WarmFed: Federated Learning with Warm-Start for Globalization and Personalization Via Personalized Diffusion Models
Tao Feng, Jie Zhang, Xiangjian Li, Rong Huang, Huashan Liu, Zhijie Wang
TL;DR
This work addresses privacy-preserving Federated Learning by balancing globalization and personalization without sacrificing client data privacy. It introduces WarmFed, which starts from a pre-trained initialization and creates client-specific warm-start diffusion models via LoRA-fine-tuning, transmitting only compact parameter matrices.

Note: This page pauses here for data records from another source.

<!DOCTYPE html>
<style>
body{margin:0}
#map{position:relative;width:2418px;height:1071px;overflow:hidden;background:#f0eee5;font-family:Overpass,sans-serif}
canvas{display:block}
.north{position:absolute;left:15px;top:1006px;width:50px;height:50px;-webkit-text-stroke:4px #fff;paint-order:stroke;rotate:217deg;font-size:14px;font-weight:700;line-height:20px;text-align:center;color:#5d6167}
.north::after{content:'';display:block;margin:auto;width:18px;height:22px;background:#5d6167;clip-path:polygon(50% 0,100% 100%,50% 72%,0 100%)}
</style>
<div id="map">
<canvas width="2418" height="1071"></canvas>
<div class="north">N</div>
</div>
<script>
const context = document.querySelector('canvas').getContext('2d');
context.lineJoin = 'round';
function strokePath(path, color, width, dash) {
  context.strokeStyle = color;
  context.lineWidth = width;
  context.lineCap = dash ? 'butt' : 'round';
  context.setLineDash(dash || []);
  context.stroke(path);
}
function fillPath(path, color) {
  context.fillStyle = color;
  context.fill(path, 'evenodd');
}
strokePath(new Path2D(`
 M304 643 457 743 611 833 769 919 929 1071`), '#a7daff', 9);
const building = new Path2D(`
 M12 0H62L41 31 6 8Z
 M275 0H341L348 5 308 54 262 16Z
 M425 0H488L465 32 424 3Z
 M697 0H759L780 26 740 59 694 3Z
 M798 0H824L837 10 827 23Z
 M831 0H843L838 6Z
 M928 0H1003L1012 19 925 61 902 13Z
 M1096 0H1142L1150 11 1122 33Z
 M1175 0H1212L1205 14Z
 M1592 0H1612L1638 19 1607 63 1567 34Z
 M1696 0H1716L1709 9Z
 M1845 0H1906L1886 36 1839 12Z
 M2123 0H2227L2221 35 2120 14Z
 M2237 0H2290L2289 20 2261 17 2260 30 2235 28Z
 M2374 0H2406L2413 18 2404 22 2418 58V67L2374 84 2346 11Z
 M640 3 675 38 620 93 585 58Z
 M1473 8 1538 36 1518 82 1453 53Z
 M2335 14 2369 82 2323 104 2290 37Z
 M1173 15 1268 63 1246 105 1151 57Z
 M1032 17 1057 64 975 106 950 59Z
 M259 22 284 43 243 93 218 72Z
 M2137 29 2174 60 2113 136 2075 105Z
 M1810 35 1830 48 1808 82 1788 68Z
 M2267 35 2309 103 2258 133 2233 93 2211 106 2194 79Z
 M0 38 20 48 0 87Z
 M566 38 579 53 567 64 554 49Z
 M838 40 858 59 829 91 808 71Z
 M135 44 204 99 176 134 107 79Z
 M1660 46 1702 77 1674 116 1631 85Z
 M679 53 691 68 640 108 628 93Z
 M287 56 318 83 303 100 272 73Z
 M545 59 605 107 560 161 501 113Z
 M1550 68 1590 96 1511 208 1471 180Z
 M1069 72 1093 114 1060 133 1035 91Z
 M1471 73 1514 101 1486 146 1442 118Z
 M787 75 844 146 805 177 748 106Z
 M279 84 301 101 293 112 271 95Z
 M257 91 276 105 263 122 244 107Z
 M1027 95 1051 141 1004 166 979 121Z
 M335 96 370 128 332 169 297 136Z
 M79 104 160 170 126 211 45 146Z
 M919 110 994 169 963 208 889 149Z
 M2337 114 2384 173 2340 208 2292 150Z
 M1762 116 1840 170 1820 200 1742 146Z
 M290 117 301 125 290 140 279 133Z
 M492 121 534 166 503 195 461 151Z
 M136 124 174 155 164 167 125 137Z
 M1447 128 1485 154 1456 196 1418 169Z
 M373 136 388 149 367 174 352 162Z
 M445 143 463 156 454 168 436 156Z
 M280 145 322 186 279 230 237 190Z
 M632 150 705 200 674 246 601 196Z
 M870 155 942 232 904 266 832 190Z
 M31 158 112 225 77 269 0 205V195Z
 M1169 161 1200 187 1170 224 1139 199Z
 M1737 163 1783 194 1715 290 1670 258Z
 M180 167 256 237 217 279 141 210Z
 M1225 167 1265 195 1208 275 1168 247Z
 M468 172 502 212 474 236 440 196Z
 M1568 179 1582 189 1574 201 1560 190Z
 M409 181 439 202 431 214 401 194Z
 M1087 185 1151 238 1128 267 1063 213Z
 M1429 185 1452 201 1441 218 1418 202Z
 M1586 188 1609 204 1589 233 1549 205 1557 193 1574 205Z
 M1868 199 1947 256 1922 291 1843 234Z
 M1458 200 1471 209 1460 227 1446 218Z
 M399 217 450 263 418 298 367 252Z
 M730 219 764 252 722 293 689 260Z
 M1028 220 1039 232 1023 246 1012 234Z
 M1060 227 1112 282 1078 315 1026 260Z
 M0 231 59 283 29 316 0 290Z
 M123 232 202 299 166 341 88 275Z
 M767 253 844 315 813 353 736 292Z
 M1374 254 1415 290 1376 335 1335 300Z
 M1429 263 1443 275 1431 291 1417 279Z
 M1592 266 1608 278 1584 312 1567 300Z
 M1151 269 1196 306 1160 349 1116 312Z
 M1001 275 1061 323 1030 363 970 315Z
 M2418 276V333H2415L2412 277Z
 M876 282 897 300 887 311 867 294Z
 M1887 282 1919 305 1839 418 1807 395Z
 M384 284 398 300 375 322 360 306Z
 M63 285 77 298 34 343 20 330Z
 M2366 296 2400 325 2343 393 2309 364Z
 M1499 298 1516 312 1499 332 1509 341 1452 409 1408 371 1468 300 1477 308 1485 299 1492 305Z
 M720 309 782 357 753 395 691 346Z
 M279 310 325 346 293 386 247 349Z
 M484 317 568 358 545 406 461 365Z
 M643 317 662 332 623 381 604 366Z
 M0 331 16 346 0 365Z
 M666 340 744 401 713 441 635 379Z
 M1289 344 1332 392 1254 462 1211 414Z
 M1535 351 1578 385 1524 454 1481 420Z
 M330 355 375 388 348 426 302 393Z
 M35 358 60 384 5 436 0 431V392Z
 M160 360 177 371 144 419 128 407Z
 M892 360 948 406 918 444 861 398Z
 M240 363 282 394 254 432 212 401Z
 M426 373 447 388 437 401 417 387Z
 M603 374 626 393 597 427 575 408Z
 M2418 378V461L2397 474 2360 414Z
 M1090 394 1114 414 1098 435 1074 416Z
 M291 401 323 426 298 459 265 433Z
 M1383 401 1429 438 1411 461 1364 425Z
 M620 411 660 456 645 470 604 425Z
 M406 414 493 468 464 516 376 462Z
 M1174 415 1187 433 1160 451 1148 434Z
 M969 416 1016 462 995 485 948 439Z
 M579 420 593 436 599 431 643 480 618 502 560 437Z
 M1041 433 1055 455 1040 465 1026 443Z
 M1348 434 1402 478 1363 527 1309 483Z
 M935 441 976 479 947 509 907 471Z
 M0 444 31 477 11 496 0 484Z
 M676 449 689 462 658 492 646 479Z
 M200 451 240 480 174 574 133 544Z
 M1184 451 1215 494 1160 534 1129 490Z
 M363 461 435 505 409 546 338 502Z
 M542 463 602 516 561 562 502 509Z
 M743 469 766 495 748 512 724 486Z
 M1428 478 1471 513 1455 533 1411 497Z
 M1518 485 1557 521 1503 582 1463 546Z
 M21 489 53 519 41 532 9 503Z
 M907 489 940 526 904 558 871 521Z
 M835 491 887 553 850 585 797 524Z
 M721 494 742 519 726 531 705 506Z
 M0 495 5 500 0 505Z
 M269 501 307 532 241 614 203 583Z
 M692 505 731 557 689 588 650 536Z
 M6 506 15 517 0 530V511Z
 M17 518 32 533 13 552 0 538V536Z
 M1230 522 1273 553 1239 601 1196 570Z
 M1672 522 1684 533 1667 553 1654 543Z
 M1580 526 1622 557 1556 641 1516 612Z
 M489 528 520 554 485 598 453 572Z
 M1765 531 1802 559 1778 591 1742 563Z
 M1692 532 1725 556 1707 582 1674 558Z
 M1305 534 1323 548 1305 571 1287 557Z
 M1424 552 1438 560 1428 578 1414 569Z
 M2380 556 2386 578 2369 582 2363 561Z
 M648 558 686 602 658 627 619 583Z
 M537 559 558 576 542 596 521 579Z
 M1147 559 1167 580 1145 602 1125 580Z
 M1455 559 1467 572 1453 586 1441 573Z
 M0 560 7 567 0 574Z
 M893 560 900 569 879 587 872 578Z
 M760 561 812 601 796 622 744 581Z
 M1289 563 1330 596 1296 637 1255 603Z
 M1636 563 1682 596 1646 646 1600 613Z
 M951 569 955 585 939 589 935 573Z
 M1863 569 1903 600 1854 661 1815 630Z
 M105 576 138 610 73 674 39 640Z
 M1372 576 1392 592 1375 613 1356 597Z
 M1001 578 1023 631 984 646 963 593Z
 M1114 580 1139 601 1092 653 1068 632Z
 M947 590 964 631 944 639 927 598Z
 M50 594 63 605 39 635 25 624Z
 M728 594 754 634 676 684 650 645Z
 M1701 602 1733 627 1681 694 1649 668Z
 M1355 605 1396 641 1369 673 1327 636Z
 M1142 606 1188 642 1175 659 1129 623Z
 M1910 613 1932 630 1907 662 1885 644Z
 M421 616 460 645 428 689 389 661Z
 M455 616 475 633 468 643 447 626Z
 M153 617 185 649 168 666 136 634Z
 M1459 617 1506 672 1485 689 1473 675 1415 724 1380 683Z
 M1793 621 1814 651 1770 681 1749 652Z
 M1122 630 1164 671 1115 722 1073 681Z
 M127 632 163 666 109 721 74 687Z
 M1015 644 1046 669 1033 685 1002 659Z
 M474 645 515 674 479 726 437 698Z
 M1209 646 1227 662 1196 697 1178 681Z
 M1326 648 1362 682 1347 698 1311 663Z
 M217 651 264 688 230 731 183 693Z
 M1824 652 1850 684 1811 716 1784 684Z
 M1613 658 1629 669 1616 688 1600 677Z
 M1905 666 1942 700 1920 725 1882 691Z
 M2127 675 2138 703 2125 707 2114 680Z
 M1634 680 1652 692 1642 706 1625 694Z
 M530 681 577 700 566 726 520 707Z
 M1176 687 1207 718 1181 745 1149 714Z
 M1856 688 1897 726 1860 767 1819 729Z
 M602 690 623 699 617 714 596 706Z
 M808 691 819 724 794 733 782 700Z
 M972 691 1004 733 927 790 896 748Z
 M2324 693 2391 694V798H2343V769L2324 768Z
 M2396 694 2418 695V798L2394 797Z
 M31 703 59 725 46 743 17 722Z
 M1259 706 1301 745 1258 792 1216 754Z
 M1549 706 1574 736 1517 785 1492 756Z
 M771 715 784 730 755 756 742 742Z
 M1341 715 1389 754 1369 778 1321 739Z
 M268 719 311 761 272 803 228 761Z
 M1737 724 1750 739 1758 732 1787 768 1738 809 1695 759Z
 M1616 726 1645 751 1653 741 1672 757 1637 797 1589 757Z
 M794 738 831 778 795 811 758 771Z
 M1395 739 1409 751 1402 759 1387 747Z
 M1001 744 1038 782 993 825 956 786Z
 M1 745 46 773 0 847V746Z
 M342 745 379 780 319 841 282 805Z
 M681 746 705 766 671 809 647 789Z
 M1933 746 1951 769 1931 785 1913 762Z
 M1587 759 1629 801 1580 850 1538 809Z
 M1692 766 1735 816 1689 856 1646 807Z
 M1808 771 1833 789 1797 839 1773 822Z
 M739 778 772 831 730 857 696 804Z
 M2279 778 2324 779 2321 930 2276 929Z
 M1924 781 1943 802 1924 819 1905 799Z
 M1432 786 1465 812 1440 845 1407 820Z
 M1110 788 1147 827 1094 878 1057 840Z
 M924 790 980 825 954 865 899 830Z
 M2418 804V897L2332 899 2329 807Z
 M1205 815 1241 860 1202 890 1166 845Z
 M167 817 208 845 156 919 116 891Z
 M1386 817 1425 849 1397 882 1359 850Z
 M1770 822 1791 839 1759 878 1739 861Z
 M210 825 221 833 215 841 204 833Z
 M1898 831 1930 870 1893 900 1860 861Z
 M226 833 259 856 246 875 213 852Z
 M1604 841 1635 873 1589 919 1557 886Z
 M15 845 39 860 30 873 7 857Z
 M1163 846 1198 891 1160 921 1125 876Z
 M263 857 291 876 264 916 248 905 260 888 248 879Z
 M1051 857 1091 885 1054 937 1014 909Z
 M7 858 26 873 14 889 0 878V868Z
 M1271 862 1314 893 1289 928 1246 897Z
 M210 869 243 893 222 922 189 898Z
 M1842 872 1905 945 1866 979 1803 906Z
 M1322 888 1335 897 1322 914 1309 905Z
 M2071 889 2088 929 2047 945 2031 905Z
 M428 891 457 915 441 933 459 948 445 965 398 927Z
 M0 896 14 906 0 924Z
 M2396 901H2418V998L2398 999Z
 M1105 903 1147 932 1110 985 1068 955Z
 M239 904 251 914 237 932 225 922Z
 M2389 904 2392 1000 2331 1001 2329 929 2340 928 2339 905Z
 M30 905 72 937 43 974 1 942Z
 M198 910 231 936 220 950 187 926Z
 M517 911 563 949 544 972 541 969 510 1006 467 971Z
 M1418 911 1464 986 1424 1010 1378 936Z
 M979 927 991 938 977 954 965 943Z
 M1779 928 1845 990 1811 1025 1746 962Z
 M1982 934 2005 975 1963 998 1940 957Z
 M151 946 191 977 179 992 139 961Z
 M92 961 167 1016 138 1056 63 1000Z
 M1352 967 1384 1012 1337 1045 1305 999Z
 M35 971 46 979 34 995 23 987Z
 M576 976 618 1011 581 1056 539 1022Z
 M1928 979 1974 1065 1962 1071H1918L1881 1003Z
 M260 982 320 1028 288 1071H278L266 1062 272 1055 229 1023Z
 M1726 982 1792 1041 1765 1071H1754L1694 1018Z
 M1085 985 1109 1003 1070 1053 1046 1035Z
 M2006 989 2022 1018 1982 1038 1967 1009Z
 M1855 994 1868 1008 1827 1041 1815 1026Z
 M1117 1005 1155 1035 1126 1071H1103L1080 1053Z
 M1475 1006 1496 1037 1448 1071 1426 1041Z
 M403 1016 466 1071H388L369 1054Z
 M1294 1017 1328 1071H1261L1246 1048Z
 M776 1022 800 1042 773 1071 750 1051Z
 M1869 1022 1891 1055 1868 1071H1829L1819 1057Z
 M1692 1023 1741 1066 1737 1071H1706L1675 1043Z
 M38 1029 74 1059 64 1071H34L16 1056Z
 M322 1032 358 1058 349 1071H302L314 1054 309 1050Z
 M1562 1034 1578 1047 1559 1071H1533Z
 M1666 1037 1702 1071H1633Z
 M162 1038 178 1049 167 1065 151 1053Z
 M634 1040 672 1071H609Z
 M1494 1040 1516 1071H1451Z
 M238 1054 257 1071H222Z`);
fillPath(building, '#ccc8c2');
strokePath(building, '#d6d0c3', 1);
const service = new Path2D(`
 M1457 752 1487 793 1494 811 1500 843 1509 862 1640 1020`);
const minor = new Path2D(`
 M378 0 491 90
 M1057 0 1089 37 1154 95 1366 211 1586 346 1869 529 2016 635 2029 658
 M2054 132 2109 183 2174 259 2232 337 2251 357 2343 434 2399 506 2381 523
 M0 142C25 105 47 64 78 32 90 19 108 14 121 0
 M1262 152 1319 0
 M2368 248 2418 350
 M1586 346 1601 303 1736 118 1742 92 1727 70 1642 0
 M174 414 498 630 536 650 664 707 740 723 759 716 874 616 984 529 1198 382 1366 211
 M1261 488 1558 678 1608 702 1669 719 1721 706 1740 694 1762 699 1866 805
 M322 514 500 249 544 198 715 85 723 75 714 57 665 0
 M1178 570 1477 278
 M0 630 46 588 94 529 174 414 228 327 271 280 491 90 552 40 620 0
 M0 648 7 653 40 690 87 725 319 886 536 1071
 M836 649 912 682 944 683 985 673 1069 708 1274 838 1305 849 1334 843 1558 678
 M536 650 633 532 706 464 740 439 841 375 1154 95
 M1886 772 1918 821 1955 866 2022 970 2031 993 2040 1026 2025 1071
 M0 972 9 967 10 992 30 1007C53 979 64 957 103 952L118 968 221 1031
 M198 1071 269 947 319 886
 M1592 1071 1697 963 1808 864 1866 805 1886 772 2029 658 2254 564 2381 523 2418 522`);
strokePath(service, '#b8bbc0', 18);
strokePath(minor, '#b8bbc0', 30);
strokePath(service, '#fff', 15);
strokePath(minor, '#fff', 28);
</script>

At the server, synthetic data generated from these models supports globalization through targeted fine-tuning, while Dynamic Self-Distillation selects personalized knowledge to distill into the global model, enhancing personalization. The approach delivers strong performance in one-shot and five-round communications across diverse datasets with low transmission costs and robust privacy, offering a practical pathway to jointly global and personalized FL.
Abstract
Federated Learning (FL) stands as a prominent distributed learning paradigm among multiple clients to achieve a unified global model without privacy leakage. In contrast to FL, Personalized federated learning aims at serving for each client in achieving persoanlized model. However, previous FL frameworks have grappled with a dilemma: the choice between developing a singular global model at the server to bolster globalization or nurturing personalized model at the client to accommodate personalization. Instead of making trade-offs, this paper commences its discourse from the pre-trained initialization, obtaining resilient global information and facilitating the development of both global and personalized models. Specifically, we propose a novel method called WarmFed to achieve this. WarmFed customizes Warm-start through personalized diffusion models, which are generated by local efficient fine-tunining (LoRA). Building upon the Warm-Start, we advance a server-side fine-tuning strategy to derive the global model, and propose a dynamic self-distillation (DSD) to procure more resilient personalized models simultaneously. Comprehensive experiments underscore the substantial gains of our approach across both global and personalized models, achieved within just one-shot and five communication(s).